__Instructions to follow__
For the material below, return exactly the lines starting at the line containing "M653,1339L718,1387L695,1417L631,1369Z" and ending at the line containing "M565,1749L641,1827", both ends included, and no others.

__Available records__
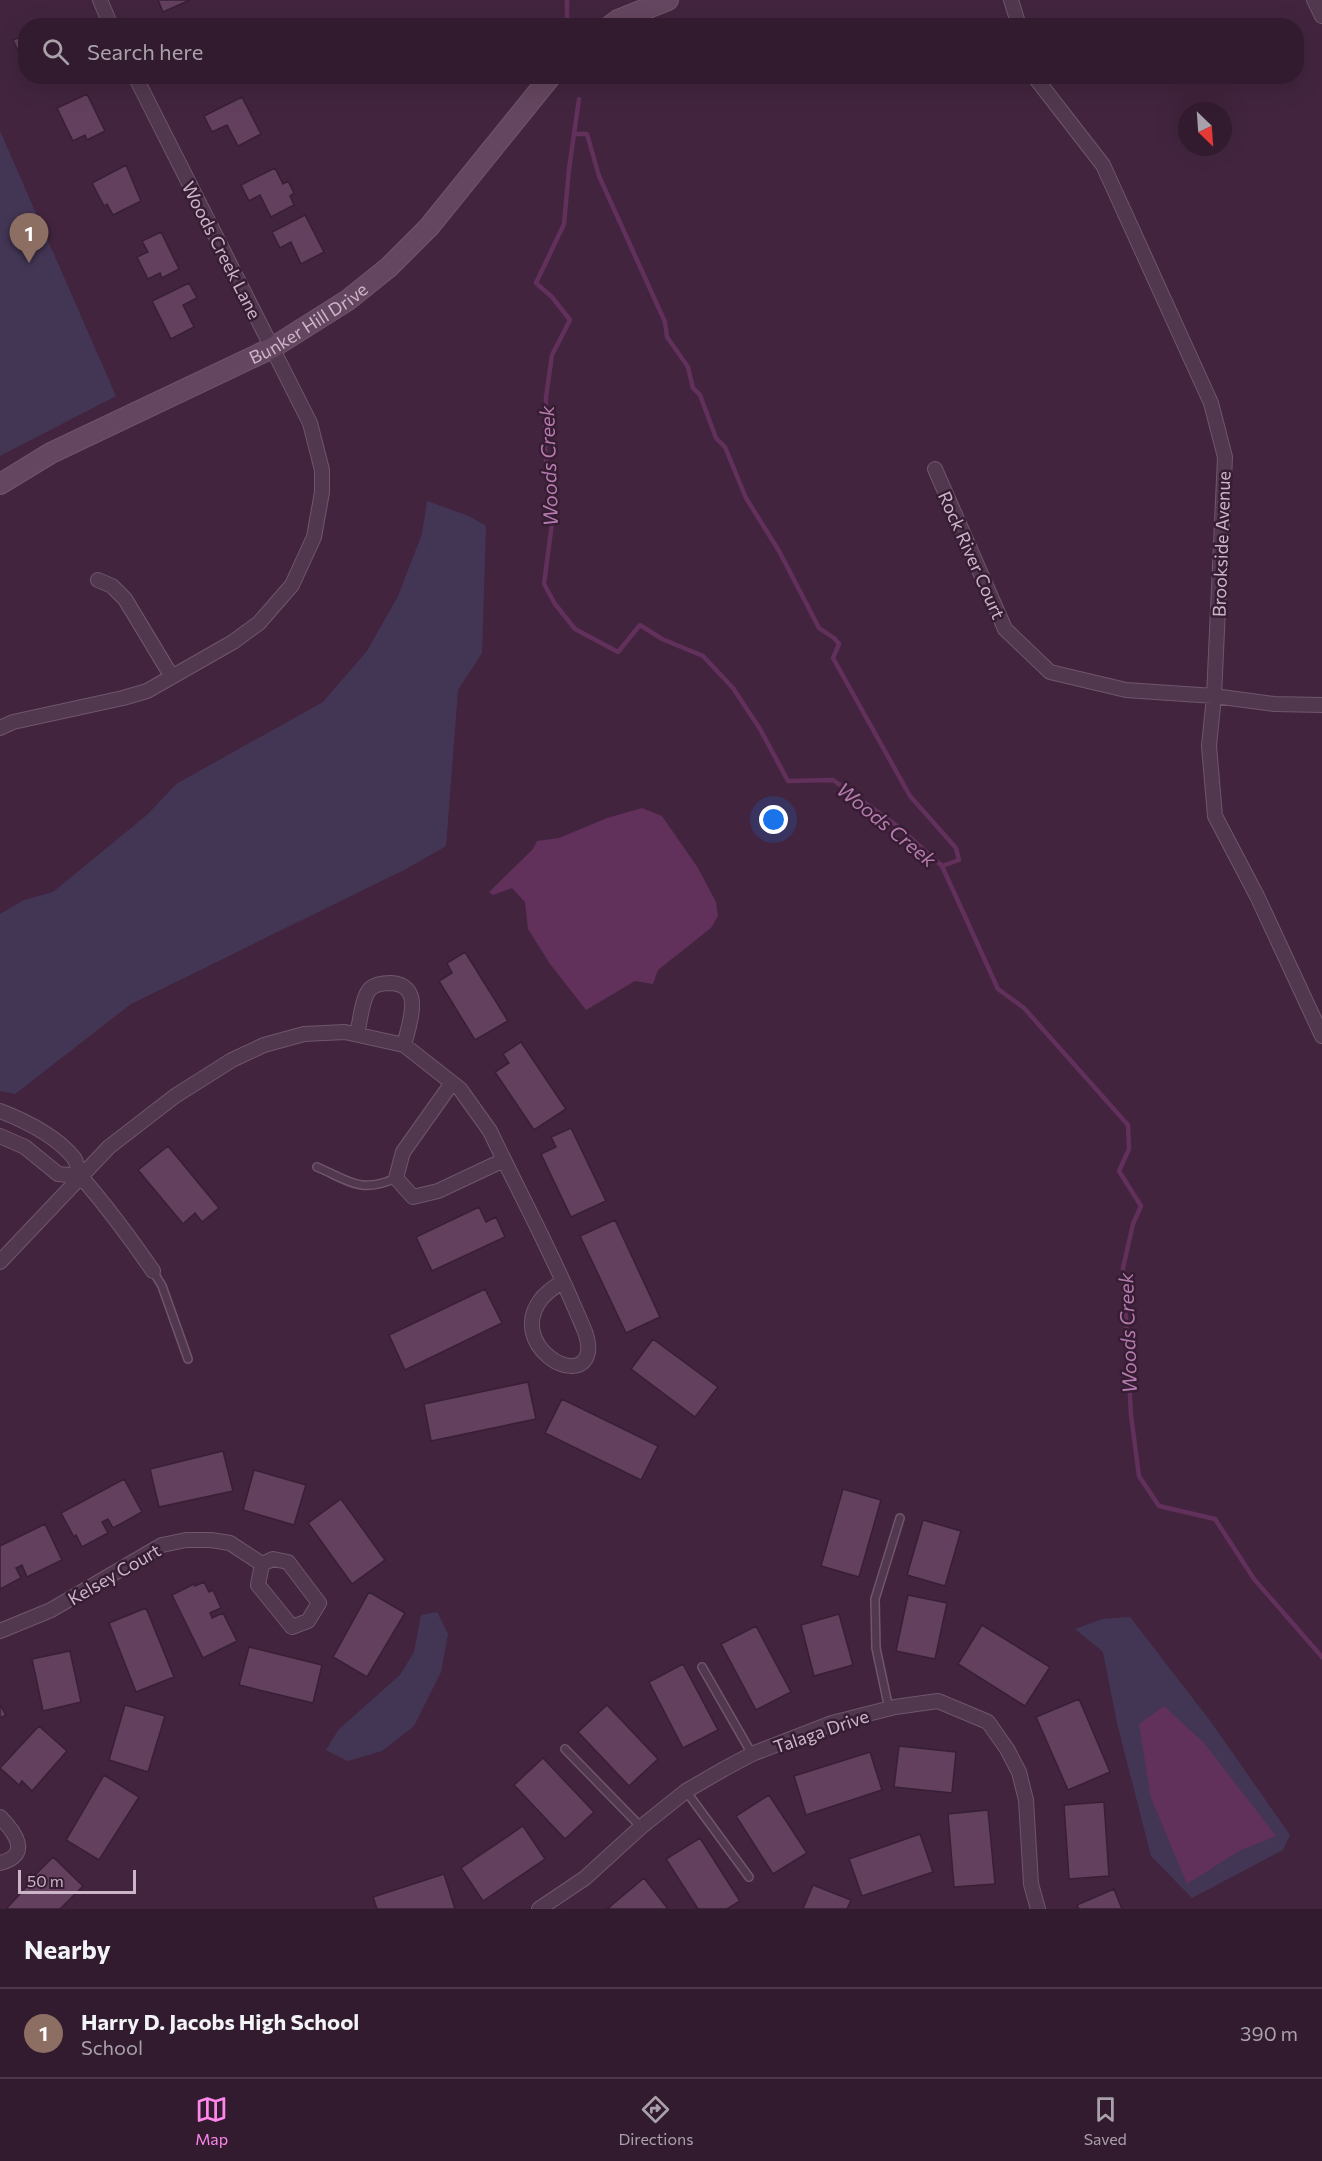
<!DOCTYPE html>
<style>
body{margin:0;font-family:Commissioner,sans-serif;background:#3a2436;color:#f1f3f6}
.compass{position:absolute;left:1178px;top:102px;width:54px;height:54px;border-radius:50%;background:#321b2e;box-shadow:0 6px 24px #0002;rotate:155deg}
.scale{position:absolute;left:18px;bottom:15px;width:118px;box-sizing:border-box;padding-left:6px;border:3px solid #ccb5c8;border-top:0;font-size:16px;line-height:21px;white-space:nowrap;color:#ccb5c8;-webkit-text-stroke:4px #371d33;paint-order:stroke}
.you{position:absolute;left:774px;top:820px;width:21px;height:21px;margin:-15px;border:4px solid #fff;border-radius:50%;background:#1a73e8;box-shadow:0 0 0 9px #1a73e833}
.badge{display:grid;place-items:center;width:39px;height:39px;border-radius:50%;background:#ff87ec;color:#fff;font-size:20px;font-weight:700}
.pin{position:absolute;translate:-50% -50px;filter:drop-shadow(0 2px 3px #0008)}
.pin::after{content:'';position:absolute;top:32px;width:21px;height:18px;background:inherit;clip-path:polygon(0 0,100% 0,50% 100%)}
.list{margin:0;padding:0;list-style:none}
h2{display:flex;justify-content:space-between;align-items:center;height:78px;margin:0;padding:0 24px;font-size:26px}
h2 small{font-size:20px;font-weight:400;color:#a8a1aa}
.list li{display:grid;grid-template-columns:39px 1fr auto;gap:18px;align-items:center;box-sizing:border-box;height:90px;padding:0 24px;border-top:2px solid #4d394a}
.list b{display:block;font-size:22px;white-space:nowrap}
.list p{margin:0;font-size:20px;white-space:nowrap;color:#a8a1aa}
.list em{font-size:20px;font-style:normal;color:#a8a1aa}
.icon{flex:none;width:33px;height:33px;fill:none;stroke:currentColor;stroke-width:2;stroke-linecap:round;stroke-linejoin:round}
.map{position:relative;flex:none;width:1322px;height:1909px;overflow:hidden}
.search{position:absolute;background:#321b2e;box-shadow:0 6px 24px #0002;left:18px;right:18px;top:18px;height:66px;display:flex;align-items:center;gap:15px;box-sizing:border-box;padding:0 21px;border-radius:24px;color:#a8a1aa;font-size:22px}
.sheet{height:168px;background:#321b2e}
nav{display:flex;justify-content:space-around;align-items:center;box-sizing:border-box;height:84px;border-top:2px solid #4d394a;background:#321b2e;font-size:16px;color:#a8a1aa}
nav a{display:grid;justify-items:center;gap:3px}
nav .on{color:#ff87ec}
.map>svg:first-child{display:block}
.green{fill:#433655}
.water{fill:#61305b}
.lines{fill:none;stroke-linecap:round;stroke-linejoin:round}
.stream{stroke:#61305b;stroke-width:4.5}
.building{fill:#62405e;stroke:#391f35;stroke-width:1.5}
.lane-casing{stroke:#6f566b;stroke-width:10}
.street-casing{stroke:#6f566b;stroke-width:16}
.secondary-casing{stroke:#6f566b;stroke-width:22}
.lane{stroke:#51384e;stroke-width:7}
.street{stroke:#51384e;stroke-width:14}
.secondary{stroke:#654660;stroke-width:20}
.labels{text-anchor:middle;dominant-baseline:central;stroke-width:5;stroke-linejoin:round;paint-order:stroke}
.street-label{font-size:18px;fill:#ccb5c8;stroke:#371d33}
.water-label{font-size:20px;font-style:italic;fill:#b57bae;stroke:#371d33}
</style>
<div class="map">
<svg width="1322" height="1909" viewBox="0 0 1322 1909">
<rect width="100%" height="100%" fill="#42243e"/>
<path class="green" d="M0,131L116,396L0,456Z
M427,501L469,516L486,526L482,653L458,690L446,846L406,869L131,1004L15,1094L0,1091V914L24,900L53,892L148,814L176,784L323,702L367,651L398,596L422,534Z
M437,1612L448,1634L441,1672L414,1726L382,1751L348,1761L326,1750L339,1729L400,1675L414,1652L421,1615Z
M1130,1617L1211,1722L1290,1835L1283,1850L1192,1898L1151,1856L1117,1723L1103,1652L1075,1629L1102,1619Z"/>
<path class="water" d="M642,808L662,816L698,868L716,902L718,916L711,928L658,970L653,984L635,981L586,1010L550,964L528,929L525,902L512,888L493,895L489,892L533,849L537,841L559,838L607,818Z
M1164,1706L1204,1743L1276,1836L1239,1851L1187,1884L1151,1798L1139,1724Z"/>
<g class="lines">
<path class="stream" d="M567,0V19
M579,99L569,169L564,224L536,283L552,297L570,320L552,355L546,397L545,449L552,523L544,584L555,604L575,629L618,652L640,625L662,639L703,656L733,688L760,729L788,781L833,780L896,825L942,866L998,989L1024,1008L1128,1125L1129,1149L1119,1171L1141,1206L1133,1224L1123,1268L1131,1415L1139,1476L1159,1506L1215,1519L1254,1579L1322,1657
M574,134H587L599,176L665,322L667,337L688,367L693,388L700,395L716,438L725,447L746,498L779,551L819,628L834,638L839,644L833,658L910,796L956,848L959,860L942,866"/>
</g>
<path class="building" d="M158,0H190L163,12Z
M26,35V68L13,40Z
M87,94L105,131L87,140L85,135L73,141L57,108Z
M242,97L261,134L238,146L227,125L212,132L204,116Z
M126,165L141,201L113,215L107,204L104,206L92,183Z
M275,168L283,184L288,181L294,193L290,196L294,205L271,217L260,195L249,201L241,185Z
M305,215L324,252L301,264L291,242L280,248L272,232Z
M161,232L179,269L162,278L160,273L148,279L137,257L148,252L142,241Z
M189,283L197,298L183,305L194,327L171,339L152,301Z
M465,952L508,1021L475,1040L439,981L452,973L447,963Z
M521,1042L566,1109L534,1130L495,1072L509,1063L503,1054Z
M571,1128L606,1201L571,1217L541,1154L556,1147L551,1137Z
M168,1146L219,1208L202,1222L195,1213L183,1224L138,1170Z
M479,1207L486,1222L496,1217L505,1237L432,1271L416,1237Z
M615,1220L660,1317L626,1333L580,1236Z
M485,1289L502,1323L405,1370L389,1335Z
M653,1339L718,1387L695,1417L631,1369Z
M528,1382L536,1419L431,1441L424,1404Z
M562,1399L658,1446L641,1480L545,1433Z
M223,1451L233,1491L159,1507L150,1469Z
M254,1470L306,1485L294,1525L243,1510Z
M124,1479L142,1512L113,1528L108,1519L102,1522L108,1533L82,1547L76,1535L74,1537L61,1513Z
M843,1489L881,1500L859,1577L821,1566Z
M341,1499L385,1560L352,1584L308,1523Z
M923,1520L961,1531L945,1586L907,1575Z
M45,1524L62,1560L27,1577L22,1565L16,1568L21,1578L0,1589V1546Z
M204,1582L209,1592L213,1590L221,1608L210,1613L212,1618L223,1613L237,1641L203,1658L172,1595L194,1584L195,1586Z
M369,1592L405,1613L367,1677L333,1657Z
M908,1595L947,1603L935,1659L896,1651Z
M146,1608L174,1677L136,1692L109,1623Z
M839,1614L853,1665L814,1676L801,1625Z
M982,1625L1050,1667L1025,1706L958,1664Z
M756,1626L791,1692L756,1710L721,1644Z
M249,1647L322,1665L313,1703L239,1685Z
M70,1651L81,1702L43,1711L32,1659Z
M683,1664L718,1730L683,1748L649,1682Z
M1079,1699L1110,1772L1068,1790L1036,1717Z
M0,1705L6,1715L0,1718Z
M125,1705L165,1716L148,1772L109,1760Z
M607,1705L658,1759L629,1786L578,1732Z
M39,1726L67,1751L32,1791L22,1781L19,1785L0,1768Z
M899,1746L956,1752L952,1793L894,1787Z
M870,1752L882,1790L806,1815L794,1776Z
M543,1758L594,1812L565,1839L514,1785Z
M104,1775L139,1797L99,1860L66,1840Z
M769,1795L807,1853L773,1874L736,1816Z
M1104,1802L1109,1876L1069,1879L1064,1805Z
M988,1810L995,1884L954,1887L948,1814Z
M523,1826L545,1859L483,1901L461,1868Z
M920,1834L933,1872L862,1896L849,1859Z
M700,1838L740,1901L727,1909H698L666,1859Z
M53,1857L83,1886L60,1909H6L29,1884L28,1882Z
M444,1874L455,1909H377L373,1897Z
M644,1878L668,1909H607Z
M813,1885L851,1900L847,1909H803Z
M1114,1889L1122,1909H1079L1077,1905Z"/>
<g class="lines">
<defs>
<path id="lane" d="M317,1167C350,1181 360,1194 396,1178
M153,1271L162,1286L188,1359
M702,1667L752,1754
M889,1709L876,1648L875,1599L900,1518
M565,1749L641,1827
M686,1791L749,1877"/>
<path id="street" d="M100,0L111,26
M1011,0L1019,26
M1314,0L1322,16
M1034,76L1103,165L1211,403L1225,457L1214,696L1209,746L1215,816L1257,896L1322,1036
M935,469L1005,629L1050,672L1126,690L1214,696L1274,704L1322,705
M98,580L112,586L125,599L172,677
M0,728L13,722L123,698L147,691L233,642L259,623L292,585L314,537L322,492V470L310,423L135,76
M357,1034C360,1023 362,997 370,989C375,984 384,983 391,983C425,985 409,1025 404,1045
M452,1083L403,1152L396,1178L413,1197L438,1191L504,1160
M0,1111C26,1121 56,1136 74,1158C78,1164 77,1173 83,1179C108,1208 131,1239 153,1271
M0,1136L25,1147L58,1174L80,1176
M0,1262L109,1147L175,1096L232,1060L264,1045L304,1034L345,1032L404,1045L460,1089L490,1131C519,1192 551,1251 577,1313C582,1325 590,1339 588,1352C581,1390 505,1344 542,1298C548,1291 556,1286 563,1281
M273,1559L288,1562L319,1603L308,1621L292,1627L258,1585L262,1564Z
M0,1631L51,1610L162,1545L186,1540H211L230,1543L262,1564
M0,1817C15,1832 32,1855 0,1863
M539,1909L585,1878L641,1827L686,1791L724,1769L752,1754L832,1723L895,1707L938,1701L988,1722L1007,1749L1019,1772L1026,1800L1031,1884L1038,1909"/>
<g id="secondary">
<path d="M610,26L618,20L668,0"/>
<path id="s1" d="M0,484L51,453L272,348L348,300L389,267L429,227L551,76"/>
</g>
</defs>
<use href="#lane" class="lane-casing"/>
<use href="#street" class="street-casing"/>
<use href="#secondary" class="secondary-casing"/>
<use href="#lane" class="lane"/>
<use href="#street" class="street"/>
<use href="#secondary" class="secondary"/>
</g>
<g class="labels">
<g class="street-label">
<text transform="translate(222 250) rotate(63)">Woods Creek Lane</text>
<text stroke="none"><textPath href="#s1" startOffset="348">Bunker Hill Drive</textPath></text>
<text transform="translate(1221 544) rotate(-88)">Brookside Avenue</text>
<text transform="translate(972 555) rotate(66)">Rock River Court</text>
<text transform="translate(114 1574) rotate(-30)">Kelsey Court</text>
<text transform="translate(821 1731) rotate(-19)">Talaga Drive</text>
</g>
<g class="water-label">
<text transform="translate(548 466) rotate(-92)">Woods Creek</text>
<text transform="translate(887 824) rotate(39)">Woods Creek</text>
<text transform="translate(1127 1333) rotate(-92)">Woods Creek</text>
</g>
</g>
</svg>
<svg class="compass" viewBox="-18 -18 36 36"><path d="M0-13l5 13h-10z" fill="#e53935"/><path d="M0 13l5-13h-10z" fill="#a8a1aa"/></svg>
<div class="scale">50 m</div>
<div class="you"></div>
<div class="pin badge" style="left:29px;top:263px;background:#8d6e63">1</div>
<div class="search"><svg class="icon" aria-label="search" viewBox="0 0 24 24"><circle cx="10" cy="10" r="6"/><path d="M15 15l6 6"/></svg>Search here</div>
</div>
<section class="sheet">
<h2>Nearby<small></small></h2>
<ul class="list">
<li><span class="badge" style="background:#8d6e63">1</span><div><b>Harry D. Jacobs High School</b><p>School</p></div><em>390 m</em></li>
</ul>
</section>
<nav>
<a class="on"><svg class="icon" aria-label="map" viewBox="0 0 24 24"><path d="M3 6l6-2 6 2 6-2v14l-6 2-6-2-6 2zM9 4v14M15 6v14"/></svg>Map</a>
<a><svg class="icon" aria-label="directions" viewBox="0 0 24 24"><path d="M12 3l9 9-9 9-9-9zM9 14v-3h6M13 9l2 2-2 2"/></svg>Directions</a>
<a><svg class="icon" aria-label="saved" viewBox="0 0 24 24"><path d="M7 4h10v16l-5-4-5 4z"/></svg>Saved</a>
</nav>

__Exercise answer__
M653,1339L718,1387L695,1417L631,1369Z
M528,1382L536,1419L431,1441L424,1404Z
M562,1399L658,1446L641,1480L545,1433Z
M223,1451L233,1491L159,1507L150,1469Z
M254,1470L306,1485L294,1525L243,1510Z
M124,1479L142,1512L113,1528L108,1519L102,1522L108,1533L82,1547L76,1535L74,1537L61,1513Z
M843,1489L881,1500L859,1577L821,1566Z
M341,1499L385,1560L352,1584L308,1523Z
M923,1520L961,1531L945,1586L907,1575Z
M45,1524L62,1560L27,1577L22,1565L16,1568L21,1578L0,1589V1546Z
M204,1582L209,1592L213,1590L221,1608L210,1613L212,1618L223,1613L237,1641L203,1658L172,1595L194,1584L195,1586Z
M369,1592L405,1613L367,1677L333,1657Z
M908,1595L947,1603L935,1659L896,1651Z
M146,1608L174,1677L136,1692L109,1623Z
M839,1614L853,1665L814,1676L801,1625Z
M982,1625L1050,1667L1025,1706L958,1664Z
M756,1626L791,1692L756,1710L721,1644Z
M249,1647L322,1665L313,1703L239,1685Z
M70,1651L81,1702L43,1711L32,1659Z
M683,1664L718,1730L683,1748L649,1682Z
M1079,1699L1110,1772L1068,1790L1036,1717Z
M0,1705L6,1715L0,1718Z
M125,1705L165,1716L148,1772L109,1760Z
M607,1705L658,1759L629,1786L578,1732Z
M39,1726L67,1751L32,1791L22,1781L19,1785L0,1768Z
M899,1746L956,1752L952,1793L894,1787Z
M870,1752L882,1790L806,1815L794,1776Z
M543,1758L594,1812L565,1839L514,1785Z
M104,1775L139,1797L99,1860L66,1840Z
M769,1795L807,1853L773,1874L736,1816Z
M1104,1802L1109,1876L1069,1879L1064,1805Z
M988,1810L995,1884L954,1887L948,1814Z
M523,1826L545,1859L483,1901L461,1868Z
M920,1834L933,1872L862,1896L849,1859Z
M700,1838L740,1901L727,1909H698L666,1859Z
M53,1857L83,1886L60,1909H6L29,1884L28,1882Z
M444,1874L455,1909H377L373,1897Z
M644,1878L668,1909H607Z
M813,1885L851,1900L847,1909H803Z
M1114,1889L1122,1909H1079L1077,1905Z"/>
<g class="lines">
<defs>
<path id="lane" d="M317,1167C350,1181 360,1194 396,1178
M153,1271L162,1286L188,1359
M702,1667L752,1754
M889,1709L876,1648L875,1599L900,1518
M565,1749L641,1827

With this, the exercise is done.